Segment Start: TASK INPUT

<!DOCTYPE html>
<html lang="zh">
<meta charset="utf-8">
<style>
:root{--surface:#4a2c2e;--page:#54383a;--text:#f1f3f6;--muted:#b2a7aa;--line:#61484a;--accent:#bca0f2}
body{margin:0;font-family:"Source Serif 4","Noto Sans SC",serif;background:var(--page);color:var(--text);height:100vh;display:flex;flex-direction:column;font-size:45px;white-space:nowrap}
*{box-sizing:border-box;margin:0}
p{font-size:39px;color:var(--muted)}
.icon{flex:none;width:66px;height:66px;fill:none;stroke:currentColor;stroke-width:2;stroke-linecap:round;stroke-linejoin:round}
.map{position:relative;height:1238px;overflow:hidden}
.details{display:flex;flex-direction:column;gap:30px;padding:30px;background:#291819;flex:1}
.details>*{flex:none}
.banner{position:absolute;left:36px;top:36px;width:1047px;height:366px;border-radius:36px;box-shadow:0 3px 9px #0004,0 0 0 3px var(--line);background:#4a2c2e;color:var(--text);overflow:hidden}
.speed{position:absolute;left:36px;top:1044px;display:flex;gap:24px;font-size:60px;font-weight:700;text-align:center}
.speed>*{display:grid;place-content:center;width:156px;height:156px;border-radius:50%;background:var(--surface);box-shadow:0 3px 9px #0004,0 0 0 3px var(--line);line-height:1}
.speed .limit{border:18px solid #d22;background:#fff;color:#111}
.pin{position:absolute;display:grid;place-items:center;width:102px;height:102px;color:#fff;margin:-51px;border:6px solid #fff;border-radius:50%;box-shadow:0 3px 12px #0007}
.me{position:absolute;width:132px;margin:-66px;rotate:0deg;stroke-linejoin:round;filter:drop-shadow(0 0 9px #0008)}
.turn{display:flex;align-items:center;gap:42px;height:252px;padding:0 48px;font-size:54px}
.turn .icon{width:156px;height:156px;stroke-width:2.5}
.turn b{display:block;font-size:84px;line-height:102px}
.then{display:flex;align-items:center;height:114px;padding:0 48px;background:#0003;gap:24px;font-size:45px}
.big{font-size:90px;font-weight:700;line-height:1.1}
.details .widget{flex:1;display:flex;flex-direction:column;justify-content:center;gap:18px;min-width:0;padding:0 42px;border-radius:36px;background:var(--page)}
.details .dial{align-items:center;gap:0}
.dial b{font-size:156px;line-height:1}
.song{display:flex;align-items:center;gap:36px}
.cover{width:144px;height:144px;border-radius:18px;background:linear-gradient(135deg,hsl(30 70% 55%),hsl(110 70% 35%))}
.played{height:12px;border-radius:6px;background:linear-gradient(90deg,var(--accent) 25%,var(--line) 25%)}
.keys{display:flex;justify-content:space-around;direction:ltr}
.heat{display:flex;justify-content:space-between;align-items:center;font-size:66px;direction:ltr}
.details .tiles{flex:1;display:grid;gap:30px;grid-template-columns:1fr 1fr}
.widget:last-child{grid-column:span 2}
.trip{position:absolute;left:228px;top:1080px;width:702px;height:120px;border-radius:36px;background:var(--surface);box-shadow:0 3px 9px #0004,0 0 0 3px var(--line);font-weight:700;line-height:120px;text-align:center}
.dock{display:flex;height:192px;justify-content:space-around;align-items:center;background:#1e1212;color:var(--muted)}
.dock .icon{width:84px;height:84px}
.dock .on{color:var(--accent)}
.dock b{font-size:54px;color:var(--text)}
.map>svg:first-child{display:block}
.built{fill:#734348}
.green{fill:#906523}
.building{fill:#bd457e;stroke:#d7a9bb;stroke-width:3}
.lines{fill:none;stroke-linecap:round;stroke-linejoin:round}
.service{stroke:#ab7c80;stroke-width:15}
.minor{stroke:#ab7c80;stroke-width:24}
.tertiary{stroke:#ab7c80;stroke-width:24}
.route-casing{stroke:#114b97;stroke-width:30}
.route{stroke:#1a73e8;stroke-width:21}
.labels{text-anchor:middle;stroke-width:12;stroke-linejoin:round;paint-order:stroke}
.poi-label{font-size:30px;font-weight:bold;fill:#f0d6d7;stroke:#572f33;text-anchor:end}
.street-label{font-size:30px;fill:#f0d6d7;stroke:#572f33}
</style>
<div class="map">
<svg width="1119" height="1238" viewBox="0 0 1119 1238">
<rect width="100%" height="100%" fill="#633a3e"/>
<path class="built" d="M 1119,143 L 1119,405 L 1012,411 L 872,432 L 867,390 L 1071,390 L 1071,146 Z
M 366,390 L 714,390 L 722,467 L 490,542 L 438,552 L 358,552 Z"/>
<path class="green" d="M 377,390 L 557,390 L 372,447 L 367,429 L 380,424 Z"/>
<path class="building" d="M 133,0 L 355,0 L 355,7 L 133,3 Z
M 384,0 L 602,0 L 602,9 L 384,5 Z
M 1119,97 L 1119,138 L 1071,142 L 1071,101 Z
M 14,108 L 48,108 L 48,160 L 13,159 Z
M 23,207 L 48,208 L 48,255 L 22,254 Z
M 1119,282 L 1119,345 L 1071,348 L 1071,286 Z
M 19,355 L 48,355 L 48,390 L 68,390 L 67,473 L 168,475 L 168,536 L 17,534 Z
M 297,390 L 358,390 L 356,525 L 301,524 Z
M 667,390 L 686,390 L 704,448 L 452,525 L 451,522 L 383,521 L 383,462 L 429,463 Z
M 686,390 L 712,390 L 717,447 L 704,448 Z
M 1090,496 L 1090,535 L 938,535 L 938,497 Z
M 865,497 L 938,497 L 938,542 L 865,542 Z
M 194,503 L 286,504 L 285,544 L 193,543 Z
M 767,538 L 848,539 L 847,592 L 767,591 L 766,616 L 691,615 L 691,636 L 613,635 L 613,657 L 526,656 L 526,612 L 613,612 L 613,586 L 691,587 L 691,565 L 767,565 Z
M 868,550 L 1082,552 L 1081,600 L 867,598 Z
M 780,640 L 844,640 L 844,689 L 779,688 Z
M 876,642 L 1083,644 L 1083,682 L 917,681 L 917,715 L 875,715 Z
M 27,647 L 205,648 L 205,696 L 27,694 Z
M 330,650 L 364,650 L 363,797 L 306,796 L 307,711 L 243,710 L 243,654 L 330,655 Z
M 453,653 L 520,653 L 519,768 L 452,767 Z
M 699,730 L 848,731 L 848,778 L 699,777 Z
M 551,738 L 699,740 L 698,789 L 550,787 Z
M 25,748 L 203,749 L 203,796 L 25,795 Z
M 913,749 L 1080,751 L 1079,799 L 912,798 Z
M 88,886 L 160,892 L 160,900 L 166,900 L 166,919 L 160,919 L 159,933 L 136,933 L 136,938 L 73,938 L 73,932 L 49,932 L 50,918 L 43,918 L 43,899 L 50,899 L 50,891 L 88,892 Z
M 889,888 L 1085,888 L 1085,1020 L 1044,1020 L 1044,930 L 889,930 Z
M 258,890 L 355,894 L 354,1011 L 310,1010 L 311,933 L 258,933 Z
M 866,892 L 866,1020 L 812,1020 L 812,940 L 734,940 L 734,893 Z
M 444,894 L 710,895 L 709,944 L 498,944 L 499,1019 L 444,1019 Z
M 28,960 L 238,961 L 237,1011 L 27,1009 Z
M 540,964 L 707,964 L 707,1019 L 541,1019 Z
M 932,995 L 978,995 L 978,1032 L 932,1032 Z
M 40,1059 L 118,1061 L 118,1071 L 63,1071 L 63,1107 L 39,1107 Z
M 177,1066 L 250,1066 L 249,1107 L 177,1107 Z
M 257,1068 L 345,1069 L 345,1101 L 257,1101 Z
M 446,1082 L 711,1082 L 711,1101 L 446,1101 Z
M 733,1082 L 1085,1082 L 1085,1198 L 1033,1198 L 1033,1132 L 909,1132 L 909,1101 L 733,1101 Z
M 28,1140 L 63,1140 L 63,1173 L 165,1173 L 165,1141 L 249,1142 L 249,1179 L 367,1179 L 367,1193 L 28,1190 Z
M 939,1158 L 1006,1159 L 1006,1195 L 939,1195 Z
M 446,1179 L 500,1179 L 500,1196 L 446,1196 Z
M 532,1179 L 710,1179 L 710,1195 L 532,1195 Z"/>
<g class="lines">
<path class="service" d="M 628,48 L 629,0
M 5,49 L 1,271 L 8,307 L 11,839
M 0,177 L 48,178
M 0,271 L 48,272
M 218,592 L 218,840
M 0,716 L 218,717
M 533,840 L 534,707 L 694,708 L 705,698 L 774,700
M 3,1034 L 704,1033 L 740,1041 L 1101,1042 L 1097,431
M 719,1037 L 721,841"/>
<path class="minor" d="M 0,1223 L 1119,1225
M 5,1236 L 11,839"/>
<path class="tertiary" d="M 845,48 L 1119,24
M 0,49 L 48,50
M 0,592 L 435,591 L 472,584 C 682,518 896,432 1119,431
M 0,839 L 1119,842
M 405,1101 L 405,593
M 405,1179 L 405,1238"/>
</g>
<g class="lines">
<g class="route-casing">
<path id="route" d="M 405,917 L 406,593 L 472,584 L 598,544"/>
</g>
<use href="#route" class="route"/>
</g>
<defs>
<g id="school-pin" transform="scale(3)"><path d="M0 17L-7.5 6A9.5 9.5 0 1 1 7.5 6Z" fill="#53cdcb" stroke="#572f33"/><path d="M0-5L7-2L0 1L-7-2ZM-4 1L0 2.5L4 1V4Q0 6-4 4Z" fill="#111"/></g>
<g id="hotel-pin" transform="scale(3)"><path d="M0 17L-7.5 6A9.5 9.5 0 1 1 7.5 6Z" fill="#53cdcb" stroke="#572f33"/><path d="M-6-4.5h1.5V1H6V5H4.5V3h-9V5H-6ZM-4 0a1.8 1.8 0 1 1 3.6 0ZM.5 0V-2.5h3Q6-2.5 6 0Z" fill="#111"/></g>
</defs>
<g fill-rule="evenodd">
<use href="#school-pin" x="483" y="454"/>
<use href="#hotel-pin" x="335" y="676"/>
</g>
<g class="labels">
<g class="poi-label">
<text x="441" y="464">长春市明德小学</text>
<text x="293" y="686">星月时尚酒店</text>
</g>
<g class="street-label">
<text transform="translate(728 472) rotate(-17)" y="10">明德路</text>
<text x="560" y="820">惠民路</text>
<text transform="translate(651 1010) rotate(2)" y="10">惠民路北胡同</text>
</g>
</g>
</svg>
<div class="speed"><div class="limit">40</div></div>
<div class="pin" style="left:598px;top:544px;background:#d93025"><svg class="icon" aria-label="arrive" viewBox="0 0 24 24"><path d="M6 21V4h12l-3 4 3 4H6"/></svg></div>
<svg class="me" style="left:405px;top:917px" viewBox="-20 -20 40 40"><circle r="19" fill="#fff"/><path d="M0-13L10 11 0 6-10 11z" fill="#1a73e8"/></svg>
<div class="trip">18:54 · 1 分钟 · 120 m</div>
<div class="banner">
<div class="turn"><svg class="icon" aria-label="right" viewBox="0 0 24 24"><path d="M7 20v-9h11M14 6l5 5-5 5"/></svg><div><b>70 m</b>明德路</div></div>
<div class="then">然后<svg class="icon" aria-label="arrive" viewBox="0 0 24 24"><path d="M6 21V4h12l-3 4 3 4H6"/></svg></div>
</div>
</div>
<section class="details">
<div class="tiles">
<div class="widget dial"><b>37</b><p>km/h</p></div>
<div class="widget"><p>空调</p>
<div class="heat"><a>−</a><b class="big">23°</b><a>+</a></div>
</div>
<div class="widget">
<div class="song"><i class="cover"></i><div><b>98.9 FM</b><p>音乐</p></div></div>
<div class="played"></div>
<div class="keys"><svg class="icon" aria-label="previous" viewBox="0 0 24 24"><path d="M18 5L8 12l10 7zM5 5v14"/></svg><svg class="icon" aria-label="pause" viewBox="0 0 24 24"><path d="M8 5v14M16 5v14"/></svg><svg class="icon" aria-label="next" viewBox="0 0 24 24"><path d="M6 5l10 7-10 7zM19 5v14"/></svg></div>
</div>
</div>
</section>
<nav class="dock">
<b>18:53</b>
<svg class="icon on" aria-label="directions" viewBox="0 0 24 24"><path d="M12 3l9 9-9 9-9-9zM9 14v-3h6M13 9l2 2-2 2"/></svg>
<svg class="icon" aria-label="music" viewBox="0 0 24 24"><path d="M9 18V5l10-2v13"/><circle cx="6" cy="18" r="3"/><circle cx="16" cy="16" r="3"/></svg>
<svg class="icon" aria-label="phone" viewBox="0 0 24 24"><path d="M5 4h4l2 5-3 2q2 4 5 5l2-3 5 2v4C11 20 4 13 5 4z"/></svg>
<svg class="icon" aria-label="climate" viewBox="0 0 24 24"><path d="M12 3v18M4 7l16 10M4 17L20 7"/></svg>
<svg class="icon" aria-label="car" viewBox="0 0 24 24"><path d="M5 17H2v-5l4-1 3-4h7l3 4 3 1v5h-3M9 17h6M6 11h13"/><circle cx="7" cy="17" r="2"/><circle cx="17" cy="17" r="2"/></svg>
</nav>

Segment End: TASK INPUT

# [PROBLEM]
Give only a number, the count of lines above that include the string "limit".

# [SOLUTION BELOW]
2